Question

Two radioactive substances A and B have same number of initial nuclei. If the half-lives of A and B are 1.5 days and 4.5 days respectively, then the ratio of the number of nuclei remaining in A and B after 9 days is

• A. 1:16
• B. 1:1
• C. 1:4
• D. 1:8

Hint:

Ratio of remaining nuclei $N_A/N_B = (1/2)^{n_A - n_B}$. Here $n_A - n_B = 6 - 2 = 4$. Ratio is $(1/2)^4 = 1/16$.

Answer 1

The Correct Option is A

Step 1: Formula for Remaining Nuclei:
$N = N_0 \left(\frac{1}{2}\right)^n$, where $n = \frac{t}{T_{1/2}}$ is the number of half-lives.
Step 2: Calculate for Substance A:
Half-life $T_A = 1.5$ days.
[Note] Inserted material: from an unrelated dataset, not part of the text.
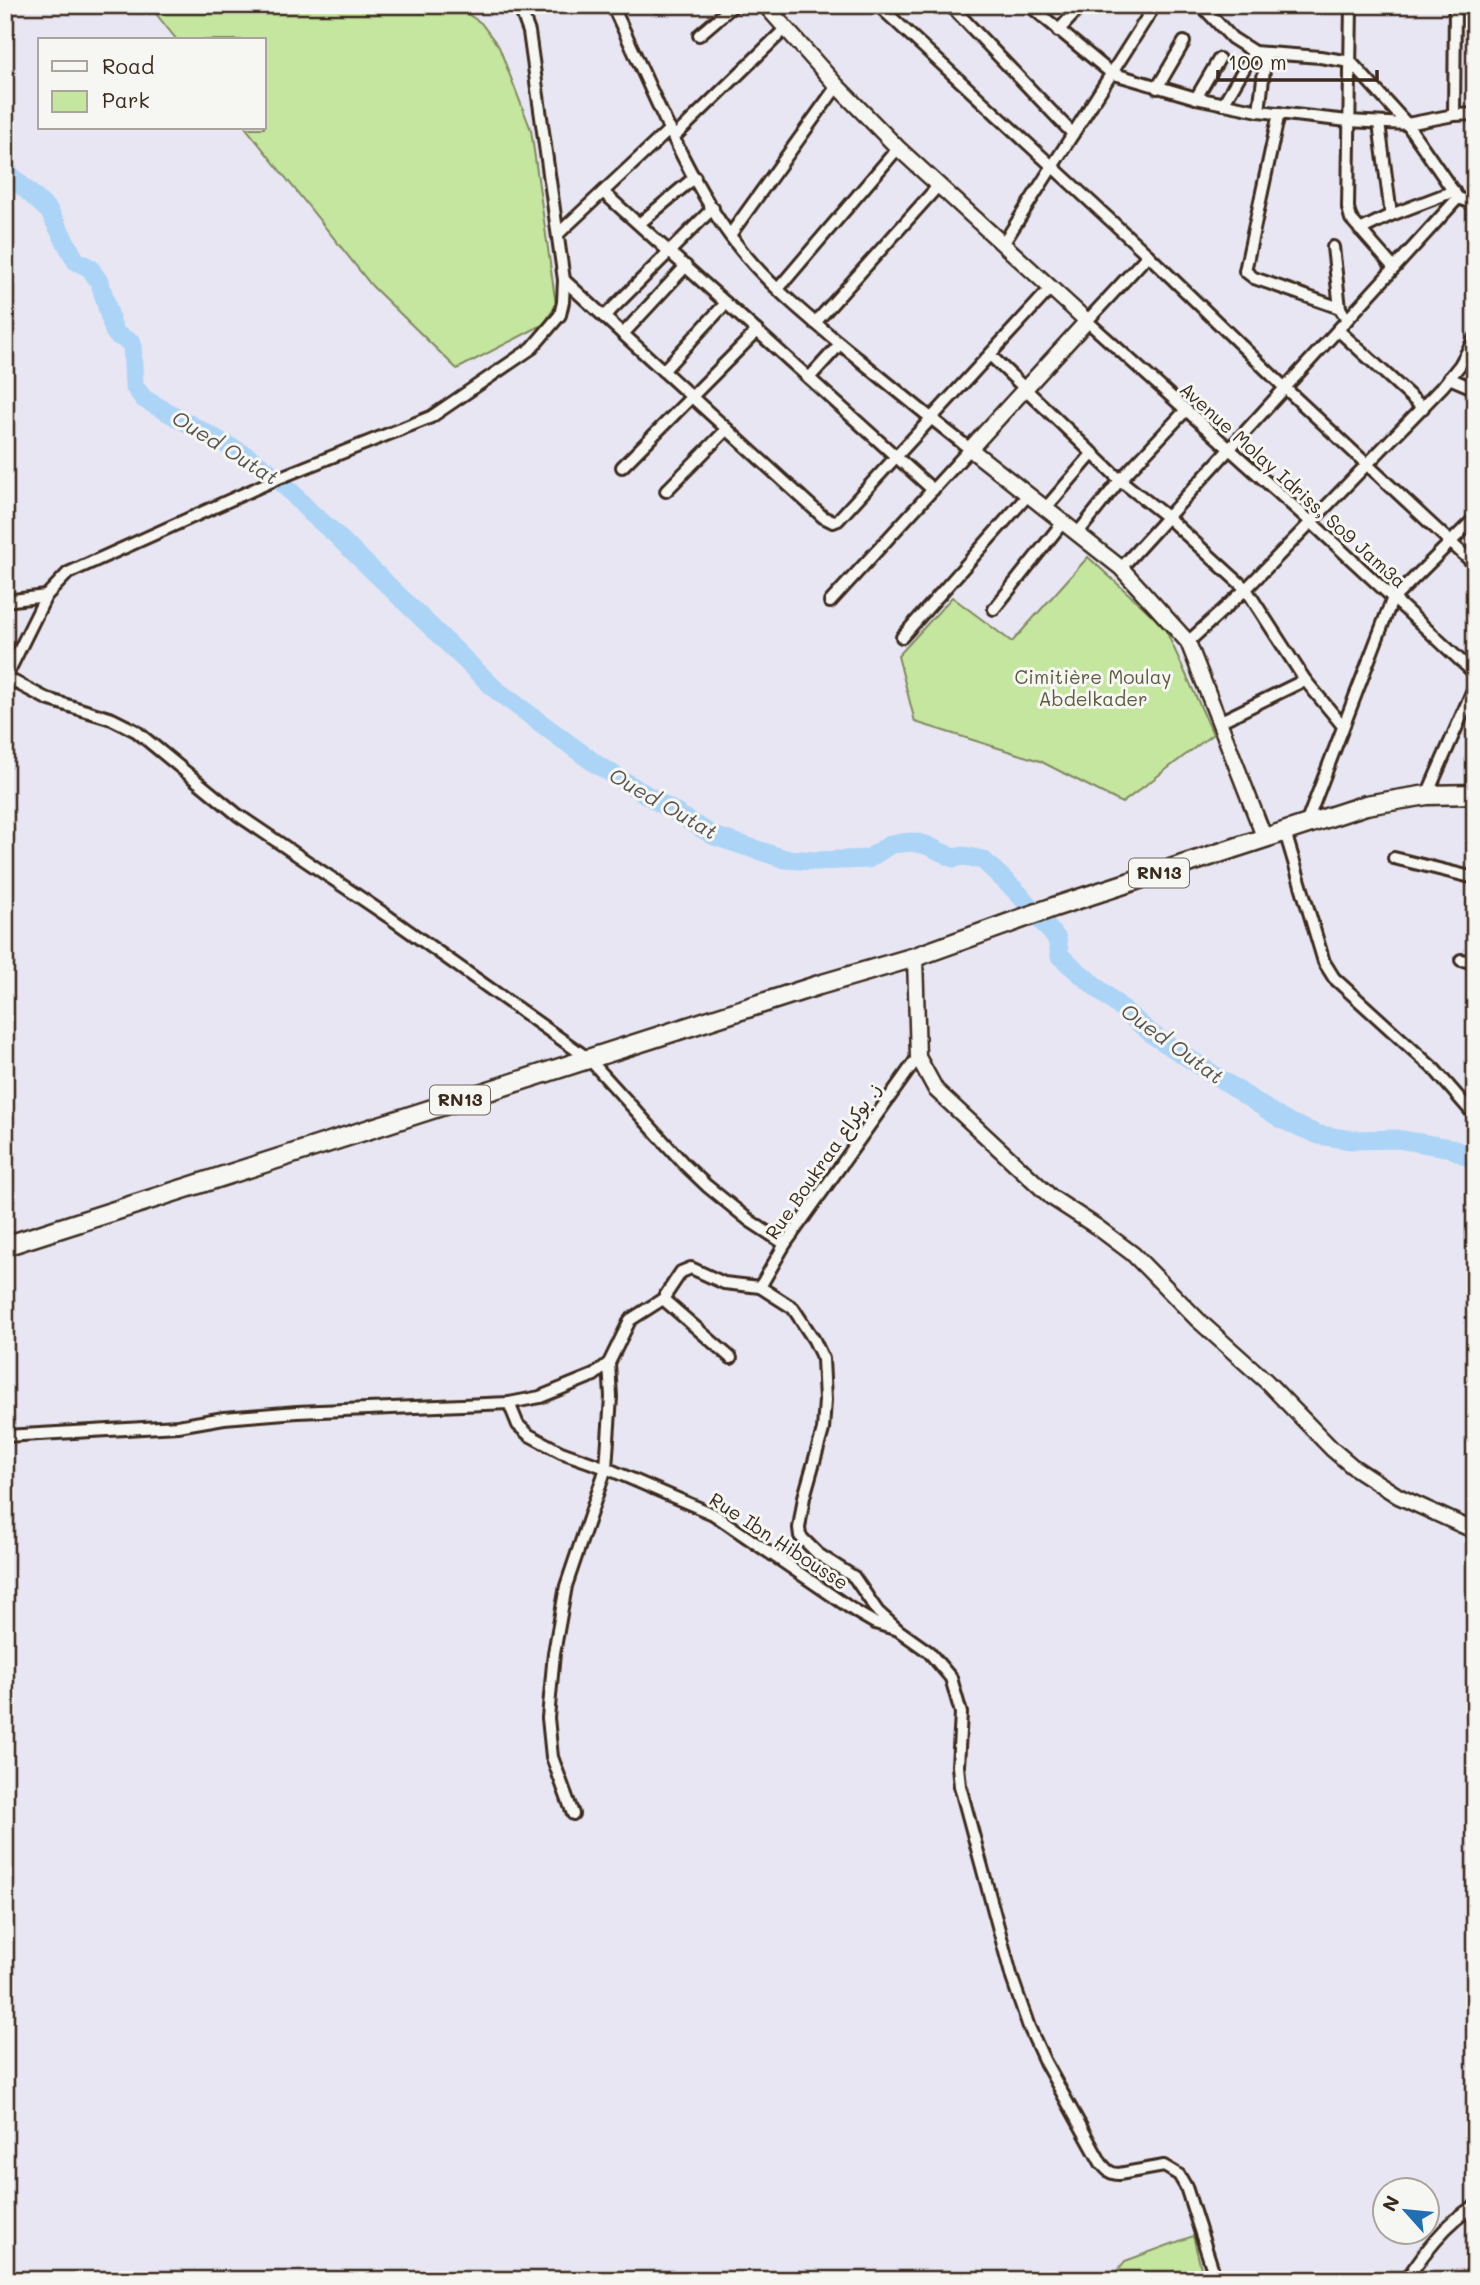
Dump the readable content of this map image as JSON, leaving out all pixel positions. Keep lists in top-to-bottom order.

Time $t = 9$ days. Number of half-lives $n_A = \frac{9}{1.5} = 6$. Remaining nuclei $N_A = N_0 \left(\frac{1}{2}\right)^6 = \frac{N_0}{64}$.
Step 3: Calculate for Substance B:
Half-life $T_B = 4.5$ days. Time $t = 9$ days. Number of half-lives $n_B = \frac{9}{4.5} = 2$. Remaining nuclei $N_B = N_0 \left(\frac{1}{2}\right)^2 = \frac{N_0}{4}$.
Step 4: Calculate Ratio:
\[ \frac{N_A}{N_B} = \frac{N_0/64}{N_0/4} = \frac{4}{64} = \frac{1}{16} \]